LEGISLATURE
Teachers, other public employees may not get annual raises, according to new state budget
1% cost-of-living raises stricken from latest draft of fiscal year 2027 budget
Teachers, university employees, firefighters, law enforcement and other public sector workers may not receive their yearly cost-of-living raises after wage increases were cut from the latest draft of the state budget.
Public employees were set to receive 1% raises before the item was removed due to funding concerns.
In a meeting of the Senate Finance Committee on Thursday night, Sen. Jeff Steinborn, D-Las Cruces, asked committee officials if the raises had been removed, which principal financial analyst Adrian Avila confirmed.
Changes to the budget bill did not leave enough capacity to fund the $62 million, Avila said.
“We had to find the recurring capacity somewhere, so that came from the public employees. So there will not be a raise this year,” Avila said Thursday.
This will be the first year under Gov. Michelle Lujan Grisham that public employees will not receive a raise, according to Whitney Holland, president of the New Mexico chapter of the American Federation of Teachers. Last year, public sector workers — educators, bus drivers, librarians, corrections officers, nurses, social workers — got a 3% raise, Holland said.
“It’s a kick in the teeth,” Holland said.
If it passes in the Senate, House Bill 47, which advanced through the House of Representatives in a unanimous vote Wednesday, would require employers to pay 80% of health insurance premiums for educators, putting them on par with other state employees, who had their premiums lowered via a bill signed into law last year.
Sen. George Muñoz, D-Gallup, chair of the Senate Finance Committee, told the group the cheaper health insurance benefits would end up saving workers more than the raises would have afforded them.
“(The health insurance benefits) are more meaningful to me than a 1% raise, which means like $26 a paycheck,” Muñoz told the committee.
Muñoz addressed the raises in a Friday afternoon committee hearing, telling lawmakers the state had spent $1.6 billion over the last four years for pay increases and health care benefits for public employees. Of that total, $1.3 billion went toward pay raises, while the remainder paid for health insurance benefits and pensions.
Employees have had a 20% pay raise over five years, he said.
“We had to do 80/20 (health care premiums) for teachers, and so 1% just did not make sense with what we had to do with child care and everything else,” Muñoz said. “There’s a lot of money spent on our state employees. We’ve taken care of them very well.”
Holland said union leaders have received conflicting information about where the money for raises will go.
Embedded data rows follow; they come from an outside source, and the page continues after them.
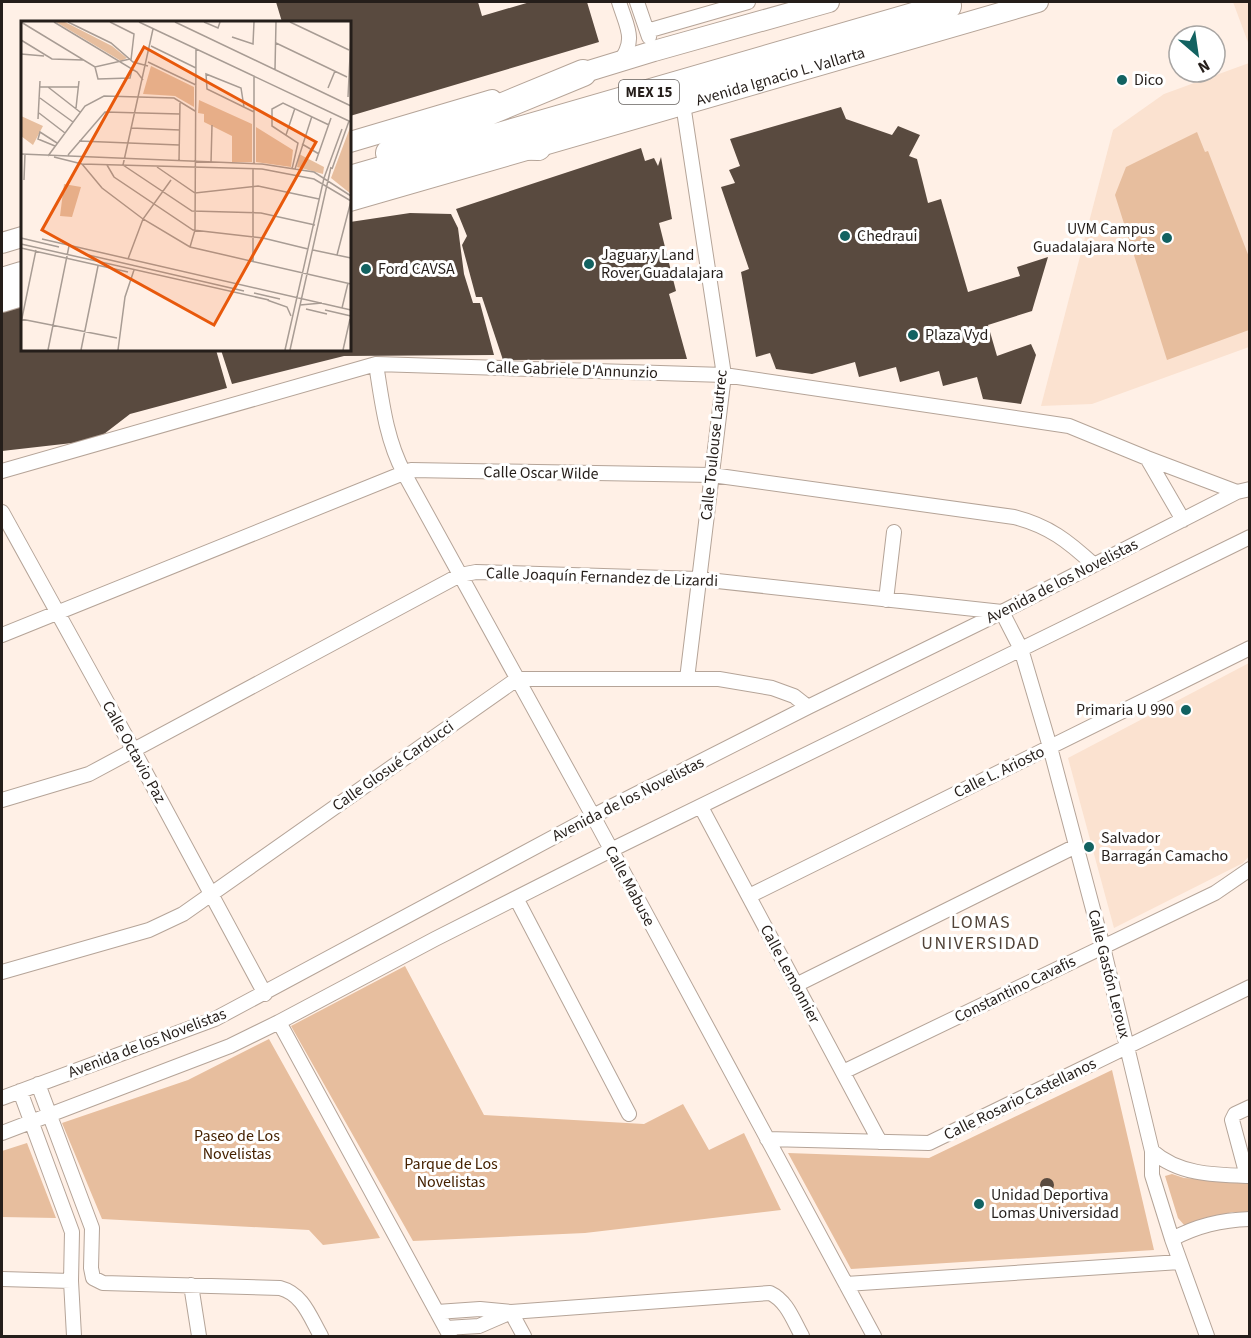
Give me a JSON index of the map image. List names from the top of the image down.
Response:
{
  "streets": {
    "highway": ["Avenida Ignacio L. Vallarta", "MEX 15"],
    "street": [
      "Calle Gabriele D'Annunzio",
      "Calle Toulouse Lautrec",
      "Calle Oscar Wilde",
      "Calle Joaquín Fernandez de Lizardi",
      "Avenida de los Novelistas",
      "Calle Octavio Paz",
      "Calle Glosué Carducci",
      "Calle L. Ariosto",
      "Calle Mabuse",
      "Calle Lemonnier",
      "Calle Gastón Leroux",
      "Constantino Cavafis",
      "Calle Rosario Castellanos"
    ]
  },
  "crossings": [
    ["Avenida Ignacio L. Vallarta", "Calle Toulouse Lautrec"],
    ["Calle Gabriele D'Annunzio", "Calle Toulouse Lautrec"],
    ["Calle Gabriele D'Annunzio", "Avenida de los Novelistas"],
    ["Calle Gabriele D'Annunzio", "Calle Mabuse"],
    ["Calle Toulouse Lautrec", "Calle Oscar Wilde"],
    ["Calle Toulouse Lautrec", "Calle Joaquín Fernandez de Lizardi"],
    ["Calle Oscar Wilde", "Avenida de los Novelistas"],
    ["Calle Oscar Wilde", "Calle Octavio Paz"],
    ["Calle Oscar Wilde", "Calle Mabuse"],
    ["Calle Joaquín Fernandez de Lizardi", "Avenida de los Novelistas"],
    ["Calle Joaquín Fernandez de Lizardi", "Calle Octavio Paz"],
    ["Calle Joaquín Fernandez de Lizardi", "Calle Mabuse"],
    ["Calle Joaquín Fernandez de Lizardi", "Calle Gastón Leroux"],
    ["Avenida de los Novelistas", "Calle Octavio Paz"],
    ["Avenida de los Novelistas", "Calle Mabuse"],
    ["Avenida de los Novelistas", "Calle Lemonnier"],
    ["Avenida de los Novelistas", "Calle Gastón Leroux"],
    ["Calle Octavio Paz", "Calle Glosué Carducci"],
    ["Calle Glosué Carducci", "Calle Mabuse"],
    ["Calle L. Ariosto", "Calle Lemonnier"],
    ["Calle L. Ariosto", "Calle Gastón Leroux"],
    ["Calle Mabuse", "Calle Rosario Castellanos"],
    ["Calle Lemonnier", "Constantino Cavafis"],
    ["Calle Lemonnier", "Calle Rosario Castellanos"],
    ["Calle Gastón Leroux", "Constantino Cavafis"],
    ["Calle Gastón Leroux", "Calle Rosario Castellanos"]
  ],
  "districts": ["LOMAS UNIVERSIDAD"],
  "parks": ["Paseo de Los Novelistas", "Parque de Los Novelistas"],
  "places": [
    "Dico",
    "Chedraui",
    "UVM Campus Guadalajara Norte",
    "Jaguar y Land Rover Guadalajara",
    "Ford CAVSA",
    "Plaza Vyd",
    "Primaria U 990",
    "Salvador Barragán Camacho",
    "Unidad Deportiva Lomas Universidad"
  ],
  "north": "bottom right"
}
The most recent explanation she’s heard, she said, is that the funding is needed for universal child care.
“I think our folks are reasonable,” Holland said. “If it was something like child care, that’s a bigger conversation. But the smoke and mirrors is not helping.”
Carter Bundy, lobbyist for the New Mexico chapter of the American Federation of State, County and Municipal Employees, said his union hopes the item will be put back on next year’s budget before its final vote in both chambers.
When pay doesn’t keep pace with inflation — about 3% yearly — the state is at risk of losing workers who provide essential public services, Bundy said.
“We’re already badly short-staffed in education. We still have huge class sizes in a lot of schools because we don’t have enough educators,” Bundy said. “State, K-12 and university employees can’t keep falling further behind.”